After the Act of Union in 1707 and with growing liberal, or Whig power in England, piracy faced greater pressures from a unified front.  Woodes Rogers spent three years, from 1718-1721 trying to arrest the growth of piracy and restore British commerce in the Bahamas.  While Rogers encountered some initial resistance, historian Michael Craton infers that most pirates welcomed the administration, however, having tired of the restless life.  The infamous pirates, Charles Vane and Benjamin Hornigold departed the islands upon Rogers’ arrival.  Craton believed that New Providence still contained a relatively lawless atmosphere, however, even after these efforts.   

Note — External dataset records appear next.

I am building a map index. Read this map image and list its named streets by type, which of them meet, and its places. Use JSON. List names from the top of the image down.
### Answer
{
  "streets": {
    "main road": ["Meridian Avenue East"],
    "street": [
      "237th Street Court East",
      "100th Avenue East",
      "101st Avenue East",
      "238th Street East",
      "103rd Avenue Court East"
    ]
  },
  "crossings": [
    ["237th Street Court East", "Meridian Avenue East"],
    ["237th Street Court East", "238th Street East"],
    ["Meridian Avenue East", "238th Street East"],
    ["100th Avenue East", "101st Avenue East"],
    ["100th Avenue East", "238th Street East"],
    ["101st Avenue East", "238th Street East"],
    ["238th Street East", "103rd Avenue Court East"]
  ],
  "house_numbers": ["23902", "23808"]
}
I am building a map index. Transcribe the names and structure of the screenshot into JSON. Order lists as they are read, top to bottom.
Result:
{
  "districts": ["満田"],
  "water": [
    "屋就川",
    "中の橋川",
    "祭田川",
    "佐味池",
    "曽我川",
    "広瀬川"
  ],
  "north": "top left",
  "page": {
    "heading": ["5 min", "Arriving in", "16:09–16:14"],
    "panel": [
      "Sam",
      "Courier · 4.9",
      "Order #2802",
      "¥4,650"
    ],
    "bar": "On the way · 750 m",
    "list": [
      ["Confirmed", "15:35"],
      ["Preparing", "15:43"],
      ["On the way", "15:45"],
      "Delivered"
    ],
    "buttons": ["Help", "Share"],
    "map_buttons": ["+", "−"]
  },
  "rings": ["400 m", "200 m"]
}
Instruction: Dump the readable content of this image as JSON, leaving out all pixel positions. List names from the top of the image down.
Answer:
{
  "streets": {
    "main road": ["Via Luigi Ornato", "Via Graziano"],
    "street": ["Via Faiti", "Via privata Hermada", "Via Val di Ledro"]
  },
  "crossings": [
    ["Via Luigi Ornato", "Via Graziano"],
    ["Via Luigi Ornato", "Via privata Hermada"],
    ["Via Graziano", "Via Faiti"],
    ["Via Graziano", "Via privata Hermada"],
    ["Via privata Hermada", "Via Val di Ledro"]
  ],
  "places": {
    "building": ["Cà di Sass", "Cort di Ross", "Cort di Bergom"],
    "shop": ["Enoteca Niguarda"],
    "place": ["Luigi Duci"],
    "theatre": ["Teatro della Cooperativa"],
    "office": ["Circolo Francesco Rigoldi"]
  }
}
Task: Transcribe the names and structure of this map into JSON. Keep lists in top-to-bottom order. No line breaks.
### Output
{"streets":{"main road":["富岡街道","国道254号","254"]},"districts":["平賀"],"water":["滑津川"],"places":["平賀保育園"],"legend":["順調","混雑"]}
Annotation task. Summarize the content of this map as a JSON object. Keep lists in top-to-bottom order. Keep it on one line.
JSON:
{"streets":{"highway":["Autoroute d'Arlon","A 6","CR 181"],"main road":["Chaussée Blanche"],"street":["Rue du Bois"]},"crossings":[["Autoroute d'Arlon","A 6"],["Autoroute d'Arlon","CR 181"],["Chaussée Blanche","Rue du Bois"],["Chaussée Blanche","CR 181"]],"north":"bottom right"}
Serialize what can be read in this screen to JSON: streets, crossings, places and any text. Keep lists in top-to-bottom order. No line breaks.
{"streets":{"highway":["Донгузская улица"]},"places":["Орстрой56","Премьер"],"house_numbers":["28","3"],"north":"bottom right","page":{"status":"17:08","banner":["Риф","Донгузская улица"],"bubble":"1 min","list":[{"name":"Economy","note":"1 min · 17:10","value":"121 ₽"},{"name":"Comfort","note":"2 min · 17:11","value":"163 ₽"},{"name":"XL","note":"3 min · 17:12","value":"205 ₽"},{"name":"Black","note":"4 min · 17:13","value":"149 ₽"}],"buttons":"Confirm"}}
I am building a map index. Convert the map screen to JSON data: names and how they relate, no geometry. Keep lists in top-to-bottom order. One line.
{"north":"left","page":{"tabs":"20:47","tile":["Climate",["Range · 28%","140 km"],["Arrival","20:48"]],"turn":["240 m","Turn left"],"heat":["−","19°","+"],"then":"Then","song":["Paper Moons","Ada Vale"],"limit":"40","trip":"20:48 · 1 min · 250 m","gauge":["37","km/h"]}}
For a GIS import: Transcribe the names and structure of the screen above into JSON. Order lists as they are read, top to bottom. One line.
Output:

Mohamed Ali Gedi, the Somali prime minister, stated that he would welcome a maritime naval police operation involving Kenyan and U.S. navies.  Yet, he has resisted giving them permission to operate in Somali waters.  Like New Providence, Somali peoples may yet welcome administration as well.  Gedi’s actions indicate that some of the pirates, like Vane and Hornigold, however, will most certainly not.  And the fact that piracy remains a difficult challenge for U.N. forces in Somalia reflects British efforts in the eighteenth-century Caribbean.  

Pirates across the ages share many similarities.  The weapons change, but the intent remains the same.  At first, these pirates begin their careers with a cause, a definite feeling of righteousness.  After living the lawless life for a time, they lose sight of the goal.  Still, most pirates do not have a chance nonetheless.  Larger and more powerful states better organized and with more resources, will be able to hold the military pressure on longer and eventually win.  Somali pirates began with a cause, to save their people from Western and European abuse and theft.  When they engaged in piracy for ransom, prevented food shipments to their own people, and threatened the U.S. oil supply, they signed their death warrant.  Like Blackbeard, Stede Bonnet, and Henry Avery, they all succumbed to the bigger pirates with better guns.  The best weapon these “sea powers” wielded perhaps was a well-thought-out plan.